Stored items:
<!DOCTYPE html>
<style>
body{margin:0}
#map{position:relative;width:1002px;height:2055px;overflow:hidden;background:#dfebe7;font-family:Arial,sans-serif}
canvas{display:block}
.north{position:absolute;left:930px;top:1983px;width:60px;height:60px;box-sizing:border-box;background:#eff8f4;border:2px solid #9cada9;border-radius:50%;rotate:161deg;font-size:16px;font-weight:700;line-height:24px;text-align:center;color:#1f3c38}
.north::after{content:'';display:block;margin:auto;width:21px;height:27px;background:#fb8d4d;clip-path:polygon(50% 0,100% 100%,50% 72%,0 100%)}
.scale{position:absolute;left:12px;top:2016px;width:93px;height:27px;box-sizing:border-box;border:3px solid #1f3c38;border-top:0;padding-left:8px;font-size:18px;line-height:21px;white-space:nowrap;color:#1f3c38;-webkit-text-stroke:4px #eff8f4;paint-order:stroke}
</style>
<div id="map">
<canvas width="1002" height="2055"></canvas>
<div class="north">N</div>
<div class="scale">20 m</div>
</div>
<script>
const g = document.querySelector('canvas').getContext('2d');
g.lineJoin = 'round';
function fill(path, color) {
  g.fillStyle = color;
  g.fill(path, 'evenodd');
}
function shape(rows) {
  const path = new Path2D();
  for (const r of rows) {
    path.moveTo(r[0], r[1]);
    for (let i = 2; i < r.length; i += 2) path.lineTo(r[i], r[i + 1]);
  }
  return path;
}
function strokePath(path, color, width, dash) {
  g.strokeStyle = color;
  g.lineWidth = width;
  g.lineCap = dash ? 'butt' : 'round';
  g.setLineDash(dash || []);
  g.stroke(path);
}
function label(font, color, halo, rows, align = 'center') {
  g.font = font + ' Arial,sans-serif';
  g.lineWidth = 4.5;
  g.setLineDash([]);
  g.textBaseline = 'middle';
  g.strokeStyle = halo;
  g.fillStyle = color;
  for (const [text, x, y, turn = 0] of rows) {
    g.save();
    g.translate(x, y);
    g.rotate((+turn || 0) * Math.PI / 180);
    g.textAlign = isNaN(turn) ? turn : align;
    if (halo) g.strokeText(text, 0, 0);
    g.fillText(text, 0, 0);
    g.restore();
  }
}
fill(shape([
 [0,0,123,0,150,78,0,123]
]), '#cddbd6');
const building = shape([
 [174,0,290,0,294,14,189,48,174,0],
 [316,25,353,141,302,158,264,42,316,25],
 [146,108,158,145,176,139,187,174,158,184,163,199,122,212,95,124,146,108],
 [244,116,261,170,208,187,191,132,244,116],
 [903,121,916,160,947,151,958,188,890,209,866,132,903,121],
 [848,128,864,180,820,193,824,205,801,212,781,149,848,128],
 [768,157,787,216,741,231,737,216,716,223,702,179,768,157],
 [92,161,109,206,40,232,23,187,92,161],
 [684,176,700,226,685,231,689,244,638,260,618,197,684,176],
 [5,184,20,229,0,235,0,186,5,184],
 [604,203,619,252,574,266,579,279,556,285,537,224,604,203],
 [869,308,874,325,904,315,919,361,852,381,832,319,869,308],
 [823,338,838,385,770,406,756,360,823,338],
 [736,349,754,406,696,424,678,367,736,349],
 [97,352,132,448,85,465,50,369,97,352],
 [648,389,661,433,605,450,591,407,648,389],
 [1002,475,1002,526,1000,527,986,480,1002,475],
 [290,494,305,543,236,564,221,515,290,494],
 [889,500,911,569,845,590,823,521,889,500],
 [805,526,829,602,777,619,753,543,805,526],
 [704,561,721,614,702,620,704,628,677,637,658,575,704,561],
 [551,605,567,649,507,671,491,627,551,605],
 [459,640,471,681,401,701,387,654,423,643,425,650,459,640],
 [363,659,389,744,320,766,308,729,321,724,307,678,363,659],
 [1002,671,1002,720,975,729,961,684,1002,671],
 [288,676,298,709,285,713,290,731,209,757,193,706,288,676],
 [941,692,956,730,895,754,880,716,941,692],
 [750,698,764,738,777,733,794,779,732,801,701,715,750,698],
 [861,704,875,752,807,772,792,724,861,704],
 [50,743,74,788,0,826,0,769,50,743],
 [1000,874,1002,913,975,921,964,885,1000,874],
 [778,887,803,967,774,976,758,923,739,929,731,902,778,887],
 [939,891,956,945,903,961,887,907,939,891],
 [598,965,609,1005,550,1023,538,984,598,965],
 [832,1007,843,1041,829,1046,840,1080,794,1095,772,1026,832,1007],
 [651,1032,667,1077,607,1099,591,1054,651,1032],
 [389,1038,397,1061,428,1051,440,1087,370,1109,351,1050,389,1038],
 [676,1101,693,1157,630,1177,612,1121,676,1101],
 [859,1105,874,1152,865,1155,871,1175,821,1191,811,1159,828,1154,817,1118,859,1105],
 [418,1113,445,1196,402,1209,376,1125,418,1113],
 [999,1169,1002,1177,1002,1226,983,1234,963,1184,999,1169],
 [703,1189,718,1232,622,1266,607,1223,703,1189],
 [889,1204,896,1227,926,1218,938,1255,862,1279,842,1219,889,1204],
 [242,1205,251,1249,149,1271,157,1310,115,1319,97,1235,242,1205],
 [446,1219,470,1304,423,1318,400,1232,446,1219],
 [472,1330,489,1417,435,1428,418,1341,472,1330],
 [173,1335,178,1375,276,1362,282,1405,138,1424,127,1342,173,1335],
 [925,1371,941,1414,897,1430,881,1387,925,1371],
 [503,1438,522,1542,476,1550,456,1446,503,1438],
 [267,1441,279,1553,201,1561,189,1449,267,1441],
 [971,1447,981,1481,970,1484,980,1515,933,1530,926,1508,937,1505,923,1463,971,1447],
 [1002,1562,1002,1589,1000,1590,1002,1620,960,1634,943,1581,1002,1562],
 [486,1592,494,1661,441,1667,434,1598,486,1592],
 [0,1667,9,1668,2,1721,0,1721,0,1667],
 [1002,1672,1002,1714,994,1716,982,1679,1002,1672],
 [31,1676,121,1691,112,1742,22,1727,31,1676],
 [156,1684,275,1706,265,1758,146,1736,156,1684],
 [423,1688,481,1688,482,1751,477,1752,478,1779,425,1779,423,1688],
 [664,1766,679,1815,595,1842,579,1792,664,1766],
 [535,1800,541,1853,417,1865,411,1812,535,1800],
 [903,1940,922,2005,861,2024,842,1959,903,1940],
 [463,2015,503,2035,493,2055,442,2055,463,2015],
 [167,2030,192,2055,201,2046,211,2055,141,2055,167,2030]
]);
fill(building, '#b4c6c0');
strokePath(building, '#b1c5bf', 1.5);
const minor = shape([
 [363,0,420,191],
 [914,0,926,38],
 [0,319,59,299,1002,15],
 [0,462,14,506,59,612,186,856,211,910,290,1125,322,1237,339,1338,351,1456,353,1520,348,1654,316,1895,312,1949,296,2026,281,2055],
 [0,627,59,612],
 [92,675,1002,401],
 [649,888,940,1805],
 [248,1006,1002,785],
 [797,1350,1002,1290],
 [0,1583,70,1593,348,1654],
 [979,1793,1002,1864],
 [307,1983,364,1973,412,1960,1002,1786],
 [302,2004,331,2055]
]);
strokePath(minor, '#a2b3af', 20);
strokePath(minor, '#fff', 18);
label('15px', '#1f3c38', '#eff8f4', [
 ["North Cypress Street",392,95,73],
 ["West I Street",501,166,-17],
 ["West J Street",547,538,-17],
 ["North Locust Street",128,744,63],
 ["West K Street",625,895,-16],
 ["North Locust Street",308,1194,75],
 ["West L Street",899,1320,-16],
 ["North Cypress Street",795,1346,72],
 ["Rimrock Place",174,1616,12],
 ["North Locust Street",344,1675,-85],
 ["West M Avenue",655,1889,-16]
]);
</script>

• [Task to complete]: Please return a copy of each line in the entries that has the string "strokeStyle".

• [Response area]:
  g.strokeStyle = color;
  g.strokeStyle = halo;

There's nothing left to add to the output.